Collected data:
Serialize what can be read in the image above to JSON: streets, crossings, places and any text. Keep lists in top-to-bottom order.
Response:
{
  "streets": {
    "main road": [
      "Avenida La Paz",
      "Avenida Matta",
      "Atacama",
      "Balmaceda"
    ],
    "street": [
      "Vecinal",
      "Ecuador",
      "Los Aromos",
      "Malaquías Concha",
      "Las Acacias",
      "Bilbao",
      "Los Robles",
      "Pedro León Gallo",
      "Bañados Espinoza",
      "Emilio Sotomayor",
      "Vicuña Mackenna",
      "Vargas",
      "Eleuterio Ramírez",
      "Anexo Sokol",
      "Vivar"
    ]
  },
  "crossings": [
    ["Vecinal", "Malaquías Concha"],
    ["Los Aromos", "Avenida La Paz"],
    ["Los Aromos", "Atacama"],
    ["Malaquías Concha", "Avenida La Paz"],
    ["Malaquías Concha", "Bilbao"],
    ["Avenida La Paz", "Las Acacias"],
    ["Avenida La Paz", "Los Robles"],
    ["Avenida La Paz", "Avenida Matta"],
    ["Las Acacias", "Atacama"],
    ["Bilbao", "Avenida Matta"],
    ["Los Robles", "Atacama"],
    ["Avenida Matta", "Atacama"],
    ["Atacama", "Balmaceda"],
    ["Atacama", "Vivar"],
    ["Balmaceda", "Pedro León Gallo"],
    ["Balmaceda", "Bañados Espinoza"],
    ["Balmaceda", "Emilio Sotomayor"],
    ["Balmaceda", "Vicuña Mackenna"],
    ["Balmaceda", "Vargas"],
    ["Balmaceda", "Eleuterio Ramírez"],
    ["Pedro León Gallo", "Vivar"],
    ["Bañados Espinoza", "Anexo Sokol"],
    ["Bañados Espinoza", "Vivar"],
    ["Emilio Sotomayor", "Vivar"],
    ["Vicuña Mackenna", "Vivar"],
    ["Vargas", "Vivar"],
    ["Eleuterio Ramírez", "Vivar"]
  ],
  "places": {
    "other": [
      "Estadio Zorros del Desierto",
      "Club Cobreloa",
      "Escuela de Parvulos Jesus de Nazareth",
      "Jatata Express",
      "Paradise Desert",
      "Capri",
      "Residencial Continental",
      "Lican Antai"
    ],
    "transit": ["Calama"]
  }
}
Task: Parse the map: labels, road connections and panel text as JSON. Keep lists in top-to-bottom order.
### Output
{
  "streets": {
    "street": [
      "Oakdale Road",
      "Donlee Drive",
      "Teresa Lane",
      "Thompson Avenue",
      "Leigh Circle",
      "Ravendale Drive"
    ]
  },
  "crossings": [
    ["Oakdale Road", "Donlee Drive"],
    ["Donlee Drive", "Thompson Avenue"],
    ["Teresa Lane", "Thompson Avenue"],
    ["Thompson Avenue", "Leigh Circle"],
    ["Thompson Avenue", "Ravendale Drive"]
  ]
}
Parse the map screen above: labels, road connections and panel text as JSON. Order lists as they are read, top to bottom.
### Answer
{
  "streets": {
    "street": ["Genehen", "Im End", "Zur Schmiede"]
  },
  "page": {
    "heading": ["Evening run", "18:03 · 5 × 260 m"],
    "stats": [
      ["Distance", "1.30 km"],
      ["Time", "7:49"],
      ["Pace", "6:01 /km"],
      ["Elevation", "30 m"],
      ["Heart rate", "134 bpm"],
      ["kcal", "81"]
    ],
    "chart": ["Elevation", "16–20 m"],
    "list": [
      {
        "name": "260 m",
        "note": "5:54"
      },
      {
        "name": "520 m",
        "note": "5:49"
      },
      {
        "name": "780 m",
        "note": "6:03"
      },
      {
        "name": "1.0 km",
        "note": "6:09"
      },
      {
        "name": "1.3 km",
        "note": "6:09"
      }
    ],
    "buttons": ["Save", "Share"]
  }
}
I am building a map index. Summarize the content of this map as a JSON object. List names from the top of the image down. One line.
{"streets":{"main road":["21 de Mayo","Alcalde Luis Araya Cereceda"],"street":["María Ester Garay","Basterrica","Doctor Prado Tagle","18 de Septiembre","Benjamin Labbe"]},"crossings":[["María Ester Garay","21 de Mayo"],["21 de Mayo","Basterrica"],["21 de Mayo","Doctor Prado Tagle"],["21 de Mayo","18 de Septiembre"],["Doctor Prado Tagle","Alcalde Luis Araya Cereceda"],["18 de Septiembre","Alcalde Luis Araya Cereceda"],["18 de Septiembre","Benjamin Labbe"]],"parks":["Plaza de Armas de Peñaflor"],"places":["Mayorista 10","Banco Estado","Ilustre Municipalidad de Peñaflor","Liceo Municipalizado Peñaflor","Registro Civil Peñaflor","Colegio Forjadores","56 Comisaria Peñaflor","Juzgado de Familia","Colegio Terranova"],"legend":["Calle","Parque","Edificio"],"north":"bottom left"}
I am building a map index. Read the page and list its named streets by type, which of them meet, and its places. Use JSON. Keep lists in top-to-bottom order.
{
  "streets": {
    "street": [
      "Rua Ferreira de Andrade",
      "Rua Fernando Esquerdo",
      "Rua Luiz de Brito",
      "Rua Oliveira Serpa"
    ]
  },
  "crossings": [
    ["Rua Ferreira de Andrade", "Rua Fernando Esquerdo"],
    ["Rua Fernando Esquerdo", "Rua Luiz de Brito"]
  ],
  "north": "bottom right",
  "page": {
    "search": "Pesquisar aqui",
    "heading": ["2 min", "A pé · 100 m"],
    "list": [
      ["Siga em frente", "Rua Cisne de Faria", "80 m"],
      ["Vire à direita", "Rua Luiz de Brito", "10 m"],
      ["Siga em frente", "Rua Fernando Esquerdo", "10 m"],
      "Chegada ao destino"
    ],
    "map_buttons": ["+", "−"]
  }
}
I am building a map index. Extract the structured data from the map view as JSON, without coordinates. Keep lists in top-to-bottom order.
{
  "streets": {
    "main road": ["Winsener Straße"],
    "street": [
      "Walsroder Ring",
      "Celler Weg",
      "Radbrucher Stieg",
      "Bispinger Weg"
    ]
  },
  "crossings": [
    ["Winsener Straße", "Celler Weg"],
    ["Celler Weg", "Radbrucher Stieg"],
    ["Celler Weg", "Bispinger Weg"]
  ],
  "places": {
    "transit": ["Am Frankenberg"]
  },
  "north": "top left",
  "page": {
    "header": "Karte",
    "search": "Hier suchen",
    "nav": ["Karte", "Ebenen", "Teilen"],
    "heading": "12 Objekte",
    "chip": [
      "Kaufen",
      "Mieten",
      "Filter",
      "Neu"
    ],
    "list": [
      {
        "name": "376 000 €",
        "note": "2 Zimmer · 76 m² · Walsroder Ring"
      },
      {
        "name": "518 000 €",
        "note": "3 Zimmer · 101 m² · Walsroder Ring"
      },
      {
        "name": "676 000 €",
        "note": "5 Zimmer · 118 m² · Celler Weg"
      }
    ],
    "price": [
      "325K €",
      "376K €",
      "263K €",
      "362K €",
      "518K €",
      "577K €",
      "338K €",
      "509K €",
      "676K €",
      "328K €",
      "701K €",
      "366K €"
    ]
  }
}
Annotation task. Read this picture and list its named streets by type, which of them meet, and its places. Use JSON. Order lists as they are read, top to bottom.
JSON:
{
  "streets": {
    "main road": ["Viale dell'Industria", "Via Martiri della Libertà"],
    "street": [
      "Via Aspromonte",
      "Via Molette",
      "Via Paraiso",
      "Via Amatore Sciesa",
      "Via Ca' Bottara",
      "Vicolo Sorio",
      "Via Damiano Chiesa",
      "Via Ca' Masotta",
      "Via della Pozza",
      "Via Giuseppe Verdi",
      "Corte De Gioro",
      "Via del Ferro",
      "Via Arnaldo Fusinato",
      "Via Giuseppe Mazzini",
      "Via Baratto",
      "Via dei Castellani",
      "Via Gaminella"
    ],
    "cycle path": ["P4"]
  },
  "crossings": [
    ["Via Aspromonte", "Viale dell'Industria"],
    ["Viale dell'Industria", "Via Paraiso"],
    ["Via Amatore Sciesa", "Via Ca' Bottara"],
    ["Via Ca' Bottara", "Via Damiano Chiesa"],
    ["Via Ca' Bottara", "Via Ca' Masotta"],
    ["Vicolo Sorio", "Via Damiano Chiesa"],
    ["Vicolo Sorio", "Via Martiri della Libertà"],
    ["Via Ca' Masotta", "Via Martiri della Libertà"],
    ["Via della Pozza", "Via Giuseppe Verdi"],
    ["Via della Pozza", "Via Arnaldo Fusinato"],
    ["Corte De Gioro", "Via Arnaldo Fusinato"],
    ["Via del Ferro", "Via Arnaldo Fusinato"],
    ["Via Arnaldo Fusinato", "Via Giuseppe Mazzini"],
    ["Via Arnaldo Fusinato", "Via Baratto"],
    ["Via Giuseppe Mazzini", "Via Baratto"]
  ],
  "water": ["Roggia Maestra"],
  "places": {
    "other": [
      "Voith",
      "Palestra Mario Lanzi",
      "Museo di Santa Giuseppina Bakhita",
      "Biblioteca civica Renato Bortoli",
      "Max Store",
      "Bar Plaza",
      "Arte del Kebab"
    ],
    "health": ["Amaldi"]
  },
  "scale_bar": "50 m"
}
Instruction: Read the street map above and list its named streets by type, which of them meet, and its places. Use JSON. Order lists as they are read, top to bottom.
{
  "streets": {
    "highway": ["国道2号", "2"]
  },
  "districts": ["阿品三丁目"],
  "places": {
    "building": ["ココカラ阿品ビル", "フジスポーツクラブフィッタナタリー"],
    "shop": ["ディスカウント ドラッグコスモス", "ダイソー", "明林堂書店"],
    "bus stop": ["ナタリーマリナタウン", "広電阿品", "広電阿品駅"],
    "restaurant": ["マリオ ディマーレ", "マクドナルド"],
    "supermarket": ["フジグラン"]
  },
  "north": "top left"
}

* **Task to complete**: Pull every line that holds the string "Pedro" out of the records.

* **Answer section**:
      "Pedro León Gallo",
    ["Balmaceda", "Pedro León Gallo"],
    ["Pedro León Gallo", "Vivar"],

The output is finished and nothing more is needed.